That's very thoughtful of you, Melissa. From the bottom of my heart, thank you. <3


----------



## Jane Bled (Sep 2, 2009)

Angela said:


> I will be praying for Amy and her family as well as you.


Bless you, Angela. Thank you endlessly.


----------



## Jane Bled (Sep 2, 2009)

xianfox said:


> Amy, her family, you & your family, and even the cats are in my prayers. May the Lord stretch out his healing hand to Amy and give those around her the strength to get through this.


I believe He did just that, because my best friend is awake, and still has her mind. Thank you, Xian.


----------



## Jane Bled (Sep 2, 2009)

MichelleR said:


> My thoughts are prayers are also with you.


Much obliged, Michelle.


----------



## Jane Bled (Sep 2, 2009)

Atunah said:


> I will be sending many positive vibes to your best friend Amy and also to her family.
> 
> It will mean so much to her for you to take car of her fur babies. As a cat owner I can tell you that knowing they are cared for would mean the world to me if I wasn't able to. Keep talking to her about everything and anything. Its all good energy going her way.
> 
> And please take care of yourself too, you need moments to breathe and gather.


Thank you for the positive vibes! They did a world of good for us. 
I told her that I was taking care of her cats, and though she couldn't really respond verbally, she squeezed my hand, so I know she's relieved that they're in a loving home where they get lots of care and attention. 
As for taking care of myself, I took yesterday off to relax. It did me a world of good. I'm going back to the hospital today to check on Amy and read some of her favorite poems to her.
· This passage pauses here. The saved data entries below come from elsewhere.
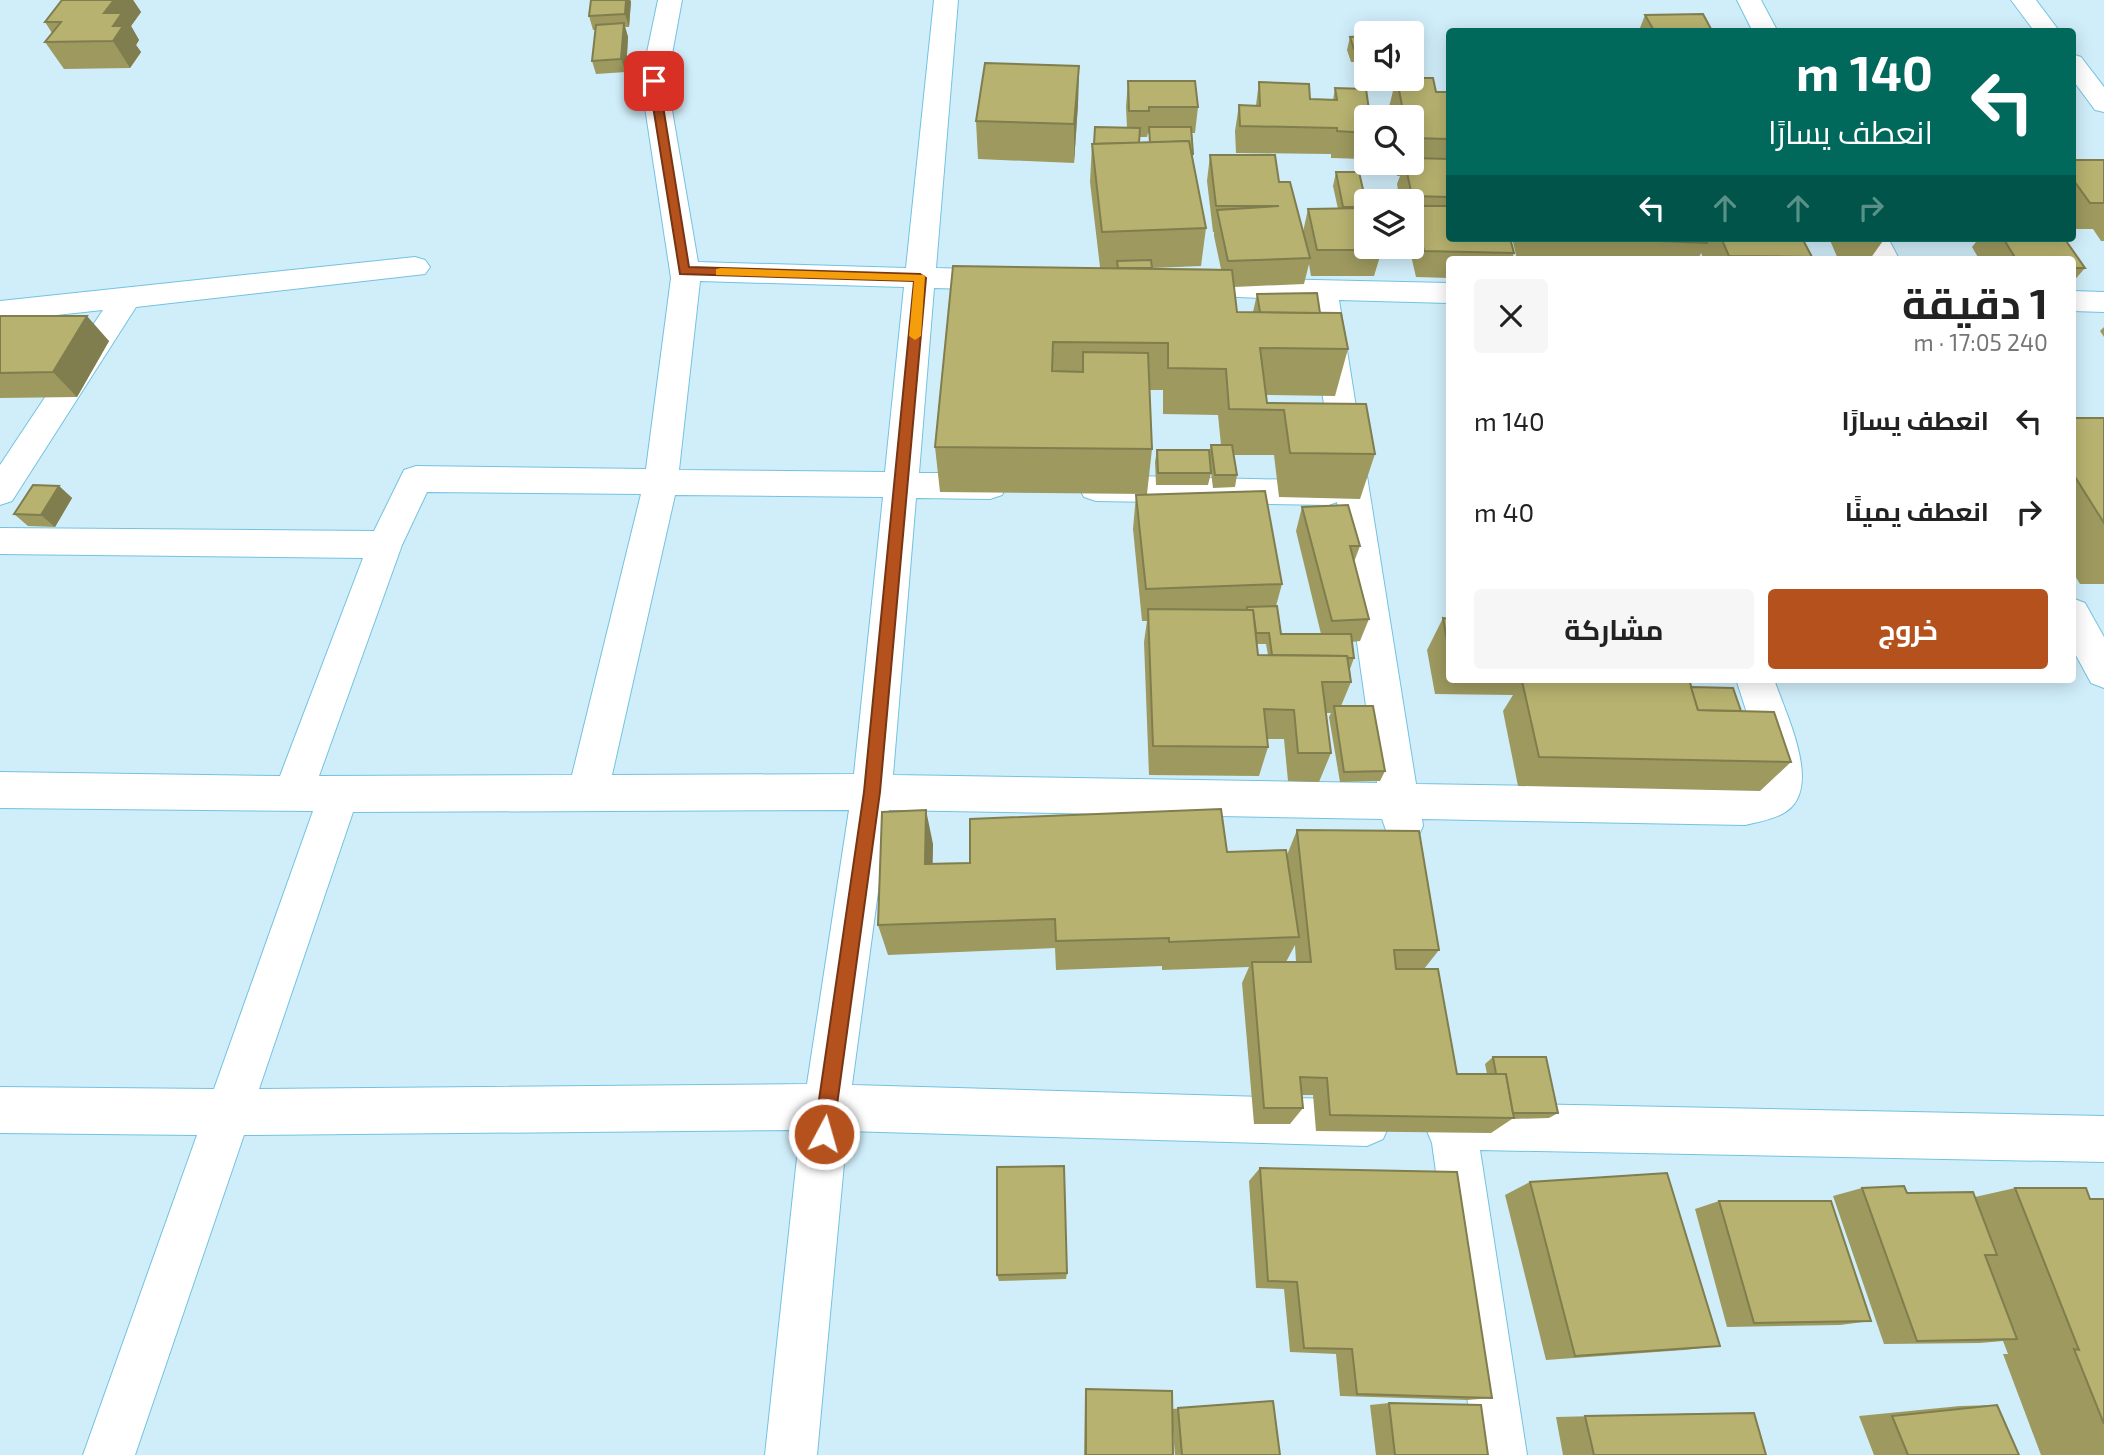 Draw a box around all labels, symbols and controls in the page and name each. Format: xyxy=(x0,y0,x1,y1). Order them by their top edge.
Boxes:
map controls xyxy=(1354,21,1424,259)
button: sound xyxy=(1354,21,1424,91)
text: 140 m xyxy=(1796,42,1933,101)
pin xyxy=(624,51,684,111)
icon: left xyxy=(1957,56,2048,147)
icon: arrive xyxy=(635,62,673,100)
button: search xyxy=(1354,105,1424,175)
text: انعطف يسارًا xyxy=(1768,112,1933,150)
button: layers xyxy=(1354,189,1424,259)
icon: left xyxy=(1633,189,1671,227)
icon: ahead xyxy=(1706,189,1744,227)
icon: ahead xyxy=(1779,189,1817,227)
icon: right xyxy=(1852,189,1890,227)
text: 1 دقيقة xyxy=(1902,277,2048,327)
button: close xyxy=(1474,279,1548,353)
text: 240 m · 17:05 xyxy=(1914,328,2048,356)
icon: left xyxy=(2010,402,2048,440)
text: انعطف يسارًا xyxy=(1842,404,1989,435)
text: 140 m xyxy=(1474,405,1545,436)
icon: right xyxy=(2010,493,2048,531)
text: انعطف يمينًا xyxy=(1845,495,1989,526)
text: 40 m xyxy=(1474,496,1534,527)
button: مشاركة xyxy=(1474,589,1754,669)
button: خروج xyxy=(1768,589,2048,669)
position arrow xyxy=(787,1097,861,1171)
Hopefully she'll feel better and better every day...


----------



## Jane Bled (Sep 2, 2009)

Betsy the Quilter said:


> Jane--
> 
> Prayers for Amy, for her family, and for you. It's a blessing to her and her family to have a friend like you. Take care of yourself, too, so you can be there for her.
> 
> Betsy


Betsy, many thanks for the prayers. I have rested up a bit so that I can go back to the hospital fresh as a daisy and all smiles, LOL.


----------



## Jane Bled (Sep 2, 2009)

Adele said:


> Jane,
> I am very sorry to hear about your friend, I have just made a prayer request on a friends facebook page - I'm sure this will generate additional supportive prayers.
> 
> As for the kitties - I agree with the post about keeping them separate and in a small area at first. I had an older cat, then introduced a kitten. I kept the new kitten in the bathroom for a couple of days at first - I think it really helped.


That is so sweet of you! Thank you, Adele. Is there any way you can link me to that page? I'd be so grateful.
I have kept the cats separate, but not all the time, since they seem to get along pretty well. They have played together a few times before (Amy and I had "cat playdates", LOL), so I think that helped in getting them accustomed to each other.


----------



## Jane Bled (Sep 2, 2009)

carlobee said:


> I am really so sorry to have heard of the news.
> 
> My prayers are with Amy and her family. Kudos to you for being such a good friend.


Thank you, Carlobee. You'll be happy to know that Amy's doing much, much better. I appreciate your prayers!


----------



## Jane Bled (Sep 2, 2009)

F1Wild said:


> I'm terribly sorry for your sad news and have been channeling all of my good, healing energy to you, your friend, her family and cats. I wish all of you peace beyond all else.
> 
> Thank you for being such a supportive friend and foster mommy to her kitties.


Your healing energy did a world of good! Though Amy still has a long way to go before she's walking and talking normally again, I have faith that she'll be able to get back to herself. Those of us who love her are going to be there no matter what, because we're just so glad she's still with us.


----------



## Jane Bled (Sep 2, 2009)

marianner said:


> Oh, my goodness. What a sad, scary situation. You're such a good friend, so I'm sure she must be a good friend as well. I'm praying for her right now. And I added a post to the prayer request thread that Andra linked to as well, since some of the people there don't come to this board often.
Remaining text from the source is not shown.